Work request:
Nothing beyond the line containing "ctx.lineJoin = 'round';" should be printed; print each line exactly from the first line of the listing below through it.

Exercise material:
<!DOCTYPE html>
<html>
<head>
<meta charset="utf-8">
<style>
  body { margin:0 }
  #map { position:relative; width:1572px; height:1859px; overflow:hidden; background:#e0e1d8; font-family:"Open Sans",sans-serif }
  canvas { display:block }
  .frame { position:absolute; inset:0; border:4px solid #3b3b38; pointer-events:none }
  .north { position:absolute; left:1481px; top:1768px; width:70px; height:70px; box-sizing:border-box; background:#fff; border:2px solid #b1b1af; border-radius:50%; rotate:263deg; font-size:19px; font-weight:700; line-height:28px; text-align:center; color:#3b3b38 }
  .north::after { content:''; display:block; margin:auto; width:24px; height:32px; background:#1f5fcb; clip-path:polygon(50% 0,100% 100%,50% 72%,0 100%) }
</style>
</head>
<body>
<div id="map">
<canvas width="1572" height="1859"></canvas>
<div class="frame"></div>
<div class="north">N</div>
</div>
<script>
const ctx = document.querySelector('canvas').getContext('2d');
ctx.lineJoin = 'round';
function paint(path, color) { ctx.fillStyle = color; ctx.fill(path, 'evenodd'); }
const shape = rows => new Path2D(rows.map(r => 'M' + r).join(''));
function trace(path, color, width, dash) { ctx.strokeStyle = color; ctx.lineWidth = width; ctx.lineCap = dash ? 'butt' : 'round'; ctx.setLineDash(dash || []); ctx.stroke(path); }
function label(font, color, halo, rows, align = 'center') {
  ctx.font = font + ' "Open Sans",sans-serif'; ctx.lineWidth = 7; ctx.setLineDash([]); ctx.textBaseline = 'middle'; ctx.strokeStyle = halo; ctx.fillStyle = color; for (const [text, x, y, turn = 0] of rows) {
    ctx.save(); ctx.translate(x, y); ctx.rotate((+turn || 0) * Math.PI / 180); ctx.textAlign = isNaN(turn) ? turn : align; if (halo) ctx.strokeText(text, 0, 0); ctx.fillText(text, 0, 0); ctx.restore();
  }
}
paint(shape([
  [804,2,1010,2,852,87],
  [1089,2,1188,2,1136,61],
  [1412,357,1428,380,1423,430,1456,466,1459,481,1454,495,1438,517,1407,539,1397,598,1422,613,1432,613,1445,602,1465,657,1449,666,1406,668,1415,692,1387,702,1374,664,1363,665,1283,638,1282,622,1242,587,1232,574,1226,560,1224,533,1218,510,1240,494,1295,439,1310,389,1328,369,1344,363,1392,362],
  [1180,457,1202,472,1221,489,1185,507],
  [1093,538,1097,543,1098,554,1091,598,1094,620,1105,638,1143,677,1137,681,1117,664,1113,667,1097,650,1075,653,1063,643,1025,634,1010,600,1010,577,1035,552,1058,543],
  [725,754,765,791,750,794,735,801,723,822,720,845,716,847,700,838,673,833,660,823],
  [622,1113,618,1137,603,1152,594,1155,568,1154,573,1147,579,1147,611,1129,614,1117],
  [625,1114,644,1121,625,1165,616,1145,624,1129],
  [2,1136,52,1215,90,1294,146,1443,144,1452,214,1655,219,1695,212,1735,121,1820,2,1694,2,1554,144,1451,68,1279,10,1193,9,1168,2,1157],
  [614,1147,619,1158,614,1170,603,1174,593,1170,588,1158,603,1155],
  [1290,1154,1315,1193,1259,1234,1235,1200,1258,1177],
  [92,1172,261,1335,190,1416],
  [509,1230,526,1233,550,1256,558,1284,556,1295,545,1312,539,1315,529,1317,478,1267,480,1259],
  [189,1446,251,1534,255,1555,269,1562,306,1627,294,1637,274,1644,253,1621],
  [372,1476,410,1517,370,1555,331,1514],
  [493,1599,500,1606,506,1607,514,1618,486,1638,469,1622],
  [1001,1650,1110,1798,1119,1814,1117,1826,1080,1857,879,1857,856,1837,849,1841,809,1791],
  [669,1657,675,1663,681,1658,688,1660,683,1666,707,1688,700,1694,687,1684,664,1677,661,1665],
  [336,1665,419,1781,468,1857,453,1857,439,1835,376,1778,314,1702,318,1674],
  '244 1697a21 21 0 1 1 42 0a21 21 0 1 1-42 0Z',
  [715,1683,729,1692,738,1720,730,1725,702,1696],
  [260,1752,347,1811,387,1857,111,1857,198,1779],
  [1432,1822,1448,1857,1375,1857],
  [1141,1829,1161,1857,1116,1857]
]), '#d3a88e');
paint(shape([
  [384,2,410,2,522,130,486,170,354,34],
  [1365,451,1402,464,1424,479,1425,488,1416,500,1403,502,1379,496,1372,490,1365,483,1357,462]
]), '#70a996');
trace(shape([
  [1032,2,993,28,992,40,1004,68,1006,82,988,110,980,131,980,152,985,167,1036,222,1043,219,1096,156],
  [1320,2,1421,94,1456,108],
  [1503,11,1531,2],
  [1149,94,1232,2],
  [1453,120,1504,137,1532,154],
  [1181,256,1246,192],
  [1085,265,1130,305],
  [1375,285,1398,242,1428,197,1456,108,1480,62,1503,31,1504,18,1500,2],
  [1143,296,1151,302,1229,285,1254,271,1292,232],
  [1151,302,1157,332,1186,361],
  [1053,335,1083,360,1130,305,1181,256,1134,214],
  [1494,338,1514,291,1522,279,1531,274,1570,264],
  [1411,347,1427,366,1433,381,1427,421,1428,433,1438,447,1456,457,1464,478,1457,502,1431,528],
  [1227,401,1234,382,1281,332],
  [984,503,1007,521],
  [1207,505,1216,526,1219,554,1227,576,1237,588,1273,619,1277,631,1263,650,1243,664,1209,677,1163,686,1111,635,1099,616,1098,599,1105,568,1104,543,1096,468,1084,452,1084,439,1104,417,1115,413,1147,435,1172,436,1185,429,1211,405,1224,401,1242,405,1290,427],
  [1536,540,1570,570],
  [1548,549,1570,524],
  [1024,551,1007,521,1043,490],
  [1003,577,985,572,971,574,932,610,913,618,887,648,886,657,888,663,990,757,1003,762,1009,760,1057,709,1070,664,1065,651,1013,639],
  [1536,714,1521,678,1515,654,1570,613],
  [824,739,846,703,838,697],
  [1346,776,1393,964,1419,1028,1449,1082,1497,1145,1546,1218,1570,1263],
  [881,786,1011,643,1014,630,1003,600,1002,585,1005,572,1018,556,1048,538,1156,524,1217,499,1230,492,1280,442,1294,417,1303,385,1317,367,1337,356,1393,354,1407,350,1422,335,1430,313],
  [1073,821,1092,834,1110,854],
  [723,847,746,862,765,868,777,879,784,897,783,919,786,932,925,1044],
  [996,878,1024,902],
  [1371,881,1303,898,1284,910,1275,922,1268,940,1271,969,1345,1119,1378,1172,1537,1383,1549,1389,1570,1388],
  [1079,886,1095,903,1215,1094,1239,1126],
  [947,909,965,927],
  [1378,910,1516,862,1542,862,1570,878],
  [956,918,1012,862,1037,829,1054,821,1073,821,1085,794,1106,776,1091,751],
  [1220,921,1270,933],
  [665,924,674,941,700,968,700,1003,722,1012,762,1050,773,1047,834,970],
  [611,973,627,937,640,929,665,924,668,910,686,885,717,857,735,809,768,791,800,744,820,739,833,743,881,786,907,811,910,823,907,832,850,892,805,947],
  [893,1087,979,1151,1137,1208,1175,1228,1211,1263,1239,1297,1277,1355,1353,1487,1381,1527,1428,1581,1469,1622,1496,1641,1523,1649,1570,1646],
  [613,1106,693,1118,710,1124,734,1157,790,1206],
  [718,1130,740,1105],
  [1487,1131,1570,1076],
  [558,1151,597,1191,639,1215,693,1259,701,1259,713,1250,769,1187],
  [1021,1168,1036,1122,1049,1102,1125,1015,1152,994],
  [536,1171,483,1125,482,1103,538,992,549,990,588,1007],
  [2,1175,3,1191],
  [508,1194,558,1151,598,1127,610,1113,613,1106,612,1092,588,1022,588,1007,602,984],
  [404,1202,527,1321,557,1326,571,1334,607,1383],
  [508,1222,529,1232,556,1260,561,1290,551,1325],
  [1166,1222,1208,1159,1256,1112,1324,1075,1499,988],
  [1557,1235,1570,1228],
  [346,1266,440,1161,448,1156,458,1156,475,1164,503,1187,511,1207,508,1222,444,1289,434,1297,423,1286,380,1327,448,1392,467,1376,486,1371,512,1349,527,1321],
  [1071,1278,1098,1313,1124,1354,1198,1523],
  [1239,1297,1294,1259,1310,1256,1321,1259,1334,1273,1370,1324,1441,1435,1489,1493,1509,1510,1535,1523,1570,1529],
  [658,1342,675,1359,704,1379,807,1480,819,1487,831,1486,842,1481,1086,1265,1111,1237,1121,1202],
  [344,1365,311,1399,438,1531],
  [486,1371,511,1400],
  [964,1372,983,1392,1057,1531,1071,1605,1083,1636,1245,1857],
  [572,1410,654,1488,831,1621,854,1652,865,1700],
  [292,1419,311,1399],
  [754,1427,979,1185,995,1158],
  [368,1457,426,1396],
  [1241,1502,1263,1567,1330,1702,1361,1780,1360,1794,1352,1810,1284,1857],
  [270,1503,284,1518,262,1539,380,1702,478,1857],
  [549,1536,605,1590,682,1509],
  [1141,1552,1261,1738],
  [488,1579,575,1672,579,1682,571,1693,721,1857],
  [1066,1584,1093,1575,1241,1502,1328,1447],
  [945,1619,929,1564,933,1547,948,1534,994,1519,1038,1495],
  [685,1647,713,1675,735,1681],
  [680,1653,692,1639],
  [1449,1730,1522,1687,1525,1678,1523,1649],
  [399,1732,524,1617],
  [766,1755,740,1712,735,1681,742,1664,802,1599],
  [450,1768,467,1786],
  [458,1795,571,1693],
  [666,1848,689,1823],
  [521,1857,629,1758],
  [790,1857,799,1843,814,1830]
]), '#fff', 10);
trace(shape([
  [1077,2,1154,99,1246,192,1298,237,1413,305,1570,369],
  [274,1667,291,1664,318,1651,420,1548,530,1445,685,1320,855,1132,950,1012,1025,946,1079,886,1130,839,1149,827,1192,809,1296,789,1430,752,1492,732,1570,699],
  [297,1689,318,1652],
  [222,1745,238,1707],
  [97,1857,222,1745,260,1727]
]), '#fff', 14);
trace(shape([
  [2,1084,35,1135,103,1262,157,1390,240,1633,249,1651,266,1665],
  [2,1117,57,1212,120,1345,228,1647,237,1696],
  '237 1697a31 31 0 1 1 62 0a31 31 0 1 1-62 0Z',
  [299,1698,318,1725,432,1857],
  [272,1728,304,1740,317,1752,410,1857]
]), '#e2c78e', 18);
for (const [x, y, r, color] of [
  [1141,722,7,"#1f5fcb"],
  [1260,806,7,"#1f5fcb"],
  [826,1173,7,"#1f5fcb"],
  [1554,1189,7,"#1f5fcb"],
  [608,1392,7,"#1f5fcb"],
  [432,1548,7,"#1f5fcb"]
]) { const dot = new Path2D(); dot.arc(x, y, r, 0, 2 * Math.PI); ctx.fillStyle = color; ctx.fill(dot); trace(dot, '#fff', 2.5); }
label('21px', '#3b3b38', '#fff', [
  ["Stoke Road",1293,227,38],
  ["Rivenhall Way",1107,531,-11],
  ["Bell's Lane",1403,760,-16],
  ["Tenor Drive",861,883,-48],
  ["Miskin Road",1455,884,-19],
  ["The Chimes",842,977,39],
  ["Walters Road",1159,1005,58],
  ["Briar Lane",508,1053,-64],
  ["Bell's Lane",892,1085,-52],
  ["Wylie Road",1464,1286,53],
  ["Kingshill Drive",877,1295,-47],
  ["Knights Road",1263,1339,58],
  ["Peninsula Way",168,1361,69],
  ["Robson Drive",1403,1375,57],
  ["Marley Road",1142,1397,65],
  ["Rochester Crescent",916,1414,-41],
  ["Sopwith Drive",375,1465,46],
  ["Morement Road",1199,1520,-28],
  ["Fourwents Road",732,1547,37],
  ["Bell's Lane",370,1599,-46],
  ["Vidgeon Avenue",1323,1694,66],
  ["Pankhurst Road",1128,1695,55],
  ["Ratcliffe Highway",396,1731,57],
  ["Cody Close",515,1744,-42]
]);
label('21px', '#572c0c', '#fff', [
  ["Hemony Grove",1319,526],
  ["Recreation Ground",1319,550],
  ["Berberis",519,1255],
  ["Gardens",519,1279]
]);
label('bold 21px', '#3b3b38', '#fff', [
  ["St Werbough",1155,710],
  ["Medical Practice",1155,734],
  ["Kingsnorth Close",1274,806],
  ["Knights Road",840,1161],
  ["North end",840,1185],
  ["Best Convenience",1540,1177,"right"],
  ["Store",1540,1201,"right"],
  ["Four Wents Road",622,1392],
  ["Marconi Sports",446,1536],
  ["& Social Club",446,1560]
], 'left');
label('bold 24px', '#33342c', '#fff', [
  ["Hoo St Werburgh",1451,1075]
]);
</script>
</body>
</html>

Answer:
<!DOCTYPE html>
<html>
<head>
<meta charset="utf-8">
<style>
  body { margin:0 }
  #map { position:relative; width:1572px; height:1859px; overflow:hidden; background:#e0e1d8; font-family:"Open Sans",sans-serif }
  canvas { display:block }
  .frame { position:absolute; inset:0; border:4px solid #3b3b38; pointer-events:none }
  .north { position:absolute; left:1481px; top:1768px; width:70px; height:70px; box-sizing:border-box; background:#fff; border:2px solid #b1b1af; border-radius:50%; rotate:263deg; font-size:19px; font-weight:700; line-height:28px; text-align:center; color:#3b3b38 }
  .north::after { content:''; display:block; margin:auto; width:24px; height:32px; background:#1f5fcb; clip-path:polygon(50% 0,100% 100%,50% 72%,0 100%) }
</style>
</head>
<body>
<div id="map">
<canvas width="1572" height="1859"></canvas>
<div class="frame"></div>
<div class="north">N</div>
</div>
<script>
const ctx = document.querySelector('canvas').getContext('2d');
ctx.lineJoin = 'round';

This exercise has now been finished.